The truth is, of course, that we understand very little of the life that goes on around and within us each and every moment. We say that we’re alive because our heart pumps blood and our lungs pump air. But, anyone who has been through 7th grade science knows that millions of other processes have to be constantly happening to keep us even upright. Much less, conversant, cognitive, cool and cocky. A case could be easily made that each of us and each part of us from goatee to gonad to goober is pure miracle. Each of us, a walking, talking miraculous goofball.
In December, lots of different folks in Western Civilization (is that an oxymoron?) celebrate miracles: Jews celebrate the miracle of an oil lamp that burned 8 days on less oil than it takes to sauté an anchovy. They call this celebration “Hanukah.”
Christians celebrate the miracle birth of a baby god who was conceived without benefit of man or sperm. They call this “Christmas.”
Wiccans celebrate the miraculous return of the sun to the higher sky on the Solstice.
Folks of African heritage celebrate the miracle of home, love and community and call it “Kwanza.”
Almost everybody celebrates the miracle of a new year and the miraculous possibilities which lie in store.
And Christians, with “Epiphany,” celebrate three pagan astrologers who followed a star to find what they thought would be “King of the Jews,” but, was actually a very humble baby named Jesus.

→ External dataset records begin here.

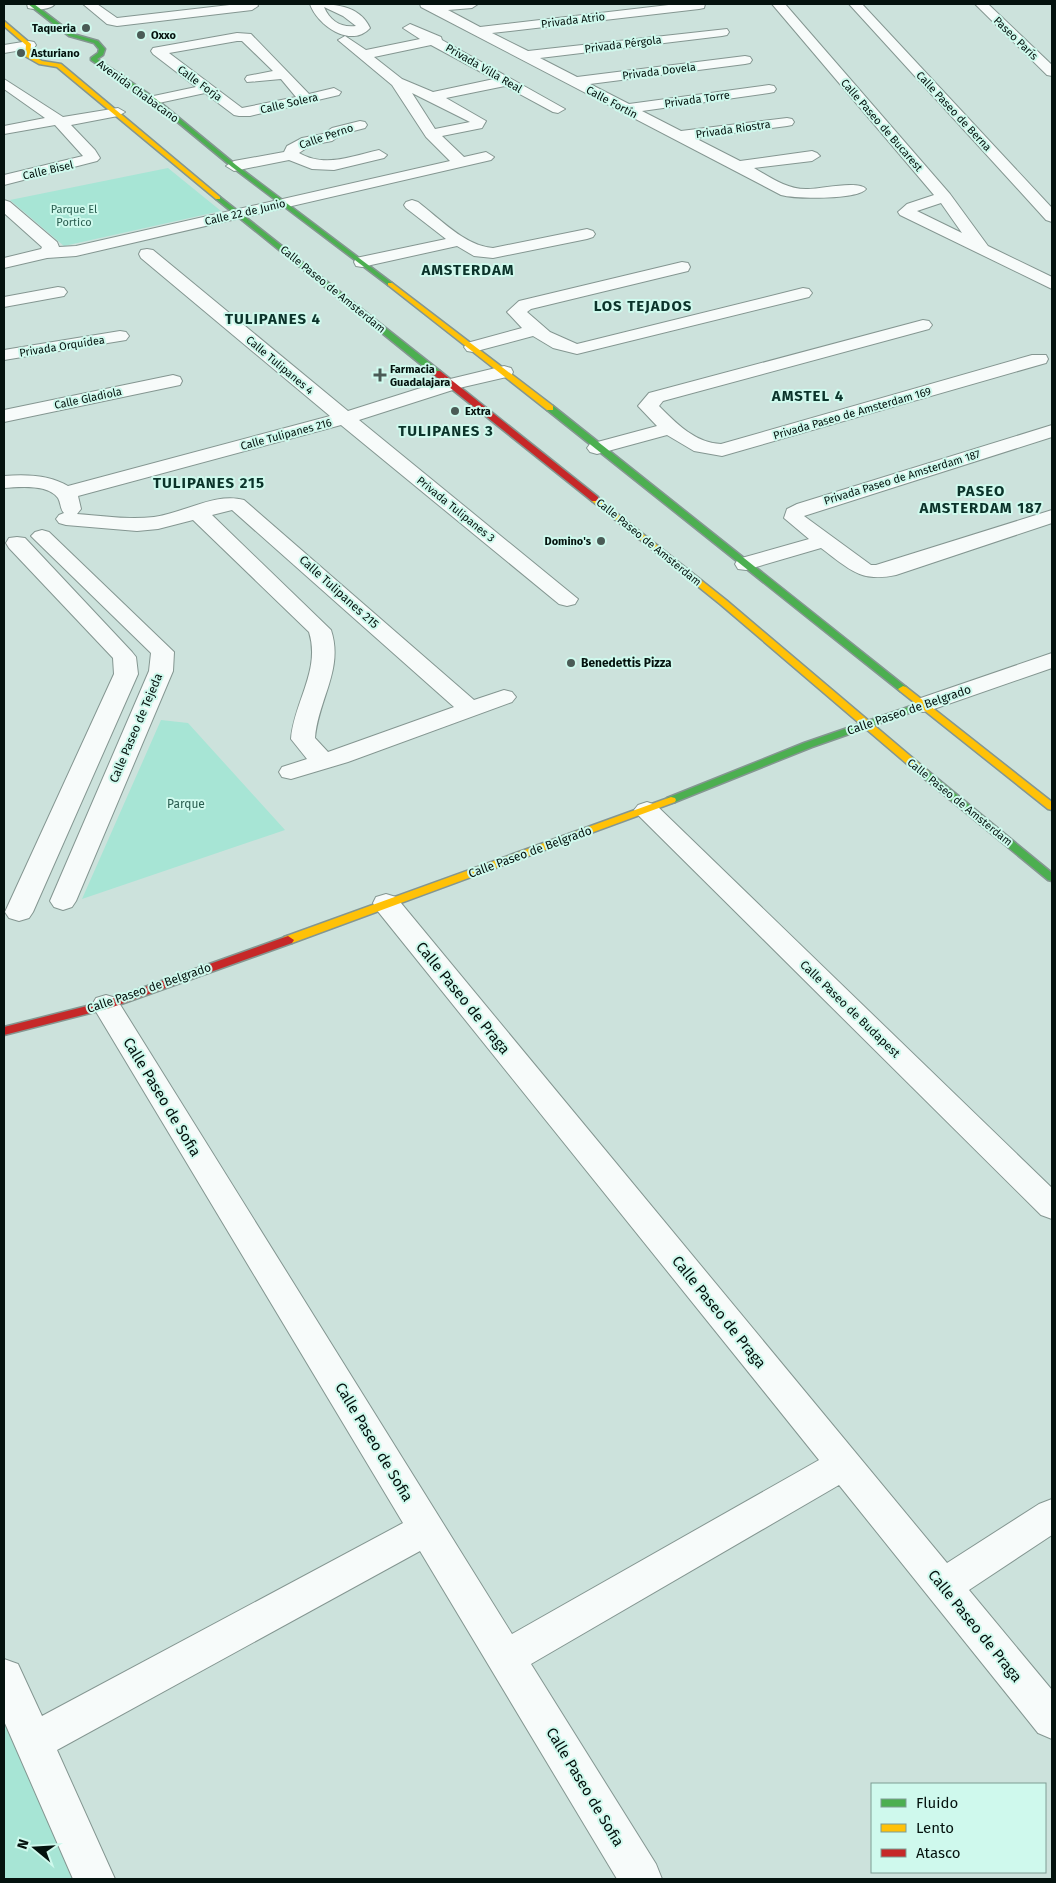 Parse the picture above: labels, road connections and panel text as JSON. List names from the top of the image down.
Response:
{
  "streets": {
    "main road": ["Avenida Chabacano", "Calle Paseo de Amsterdam", "Calle Paseo de Belgrado"],
    "street": [
      "Privada Atrio",
      "Paseo París",
      "Privada Pérgola",
      "Privada Villa Real",
      "Privada Dovela",
      "Calle Forja",
      "Privada Torre",
      "Calle Fortín",
      "Calle Solera",
      "Calle Paseo de Berna",
      "Calle Paseo de Bucarest",
      "Privada Riostra",
      "Calle Perno",
      "Calle Bisel",
      "Calle 22 de Junio",
      "Privada Orquídea",
      "Calle Tulipanes 4",
      "Calle Gladiola",
      "Privada Paseo de Amsterdam 169",
      "Calle Tulipanes 216",
      "Privada Paseo de Amsterdam 187",
      "Privada Tulipanes 3",
      "Calle Tulipanes 215",
      "Calle Paseo de Tejeda",
      "Calle Paseo de Praga",
      "Calle Paseo de Budapest",
      "Calle Paseo de Sofia"
    ]
  },
  "crossings": [
    ["Privada Atrio", "Calle Fortín"],
    ["Privada Pérgola", "Calle Fortín"],
    ["Privada Dovela", "Calle Fortín"],
    ["Calle Forja", "Calle Solera"],
    ["Avenida Chabacano", "Calle Perno"],
    ["Avenida Chabacano", "Calle 22 de Junio"],
    ["Privada Torre", "Calle Fortín"],
    ["Calle Fortín", "Privada Riostra"],
    ["Calle 22 de Junio", "Calle Paseo de Amsterdam"],
    ["Calle Paseo de Amsterdam", "Calle Tulipanes 216"],
    ["Calle Paseo de Amsterdam", "Calle Paseo de Belgrado"],
    ["Calle Tulipanes 4", "Calle Tulipanes 216"],
    ["Calle Tulipanes 4", "Privada Tulipanes 3"],
    ["Calle Tulipanes 216", "Privada Tulipanes 3"],
    ["Calle Paseo de Belgrado", "Calle Paseo de Praga"],
    ["Calle Paseo de Belgrado", "Calle Paseo de Budapest"],
    ["Calle Paseo de Belgrado", "Calle Paseo de Sofia"]
  ],
  "districts": [
    "AMSTERDAM",
    "LOS TEJADOS",
    "TULIPANES 4",
    "AMSTEL 4",
    "TULIPANES 3",
    "TULIPANES 215",
    "PASEO AMSTERDAM 187"
  ],
  "parks": ["Parque El Portico", "Parque"],
  "places": {
    "other": [
      "Taqueria",
      "Oxxo",
      "Asturiano",
      "Extra",
      "Domino's",
      "Benedettis Pizza"
    ],
    "health": ["Farmacia Guadalajara"]
  },
  "legend": ["Fluido", "Lento", "Atasco"],
  "north": "left"
} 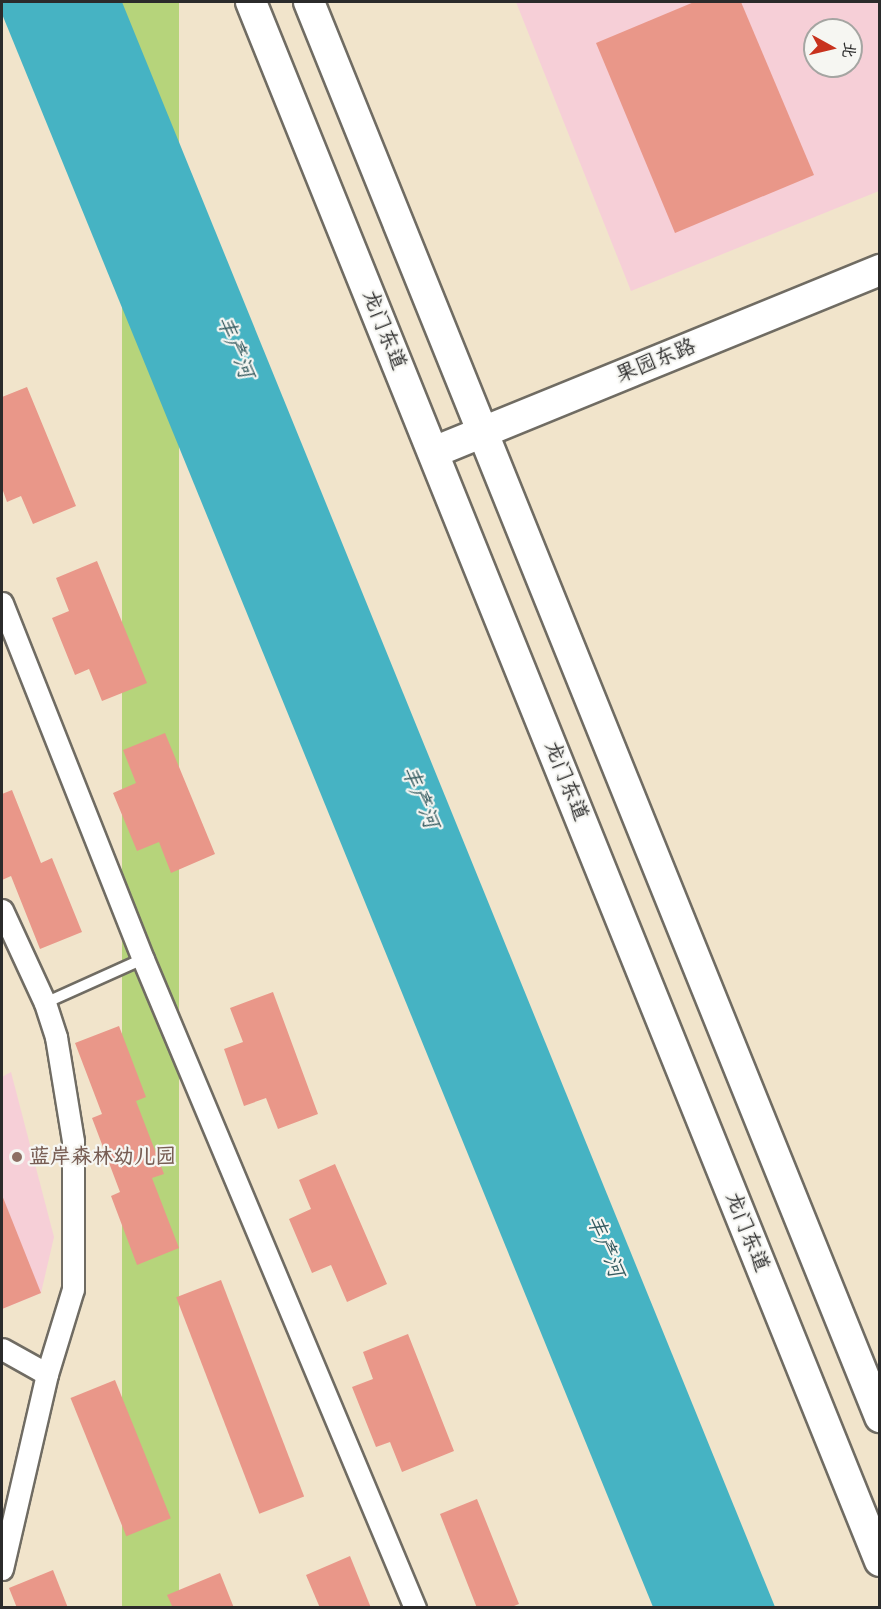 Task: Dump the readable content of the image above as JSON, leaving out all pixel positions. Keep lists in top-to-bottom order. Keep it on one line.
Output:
{"streets":{"main road":["龙门东道","果园东路"]},"crossings":[["龙门东道","果园东路"]],"water":["丰产河"],"places":["蓝岸森林幼儿园"],"north":"right"}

So many miracles to celebrate. So little time.
But, just maybe, each of these miracles points to something beyond themselves. Maybe each of these unexplained and unexplainable phenomenon holds up a wise, ancient finger and points to the stars, to the galaxies, to the oceans and rivers, to the jet stream and Gulf Stream, to our hearts, to our DNA, to love.
Perhaps each of these ancient stories are there to be celebrated as a reminder that we are all part of an ancient, miracle story. A grand and gory, glorious and ghastly story. A story of crushing pathos and irrepressible joy. A story of blunder and wonder, each and all miraculous. Each and all, marvel.
The point of each of these A.H.S.C.K.NY.E. miracles just might be to remind us that we are all acts of God. We are all unexplained phenomenon. We are all oily, home-loving, star-following, light shining miracle births.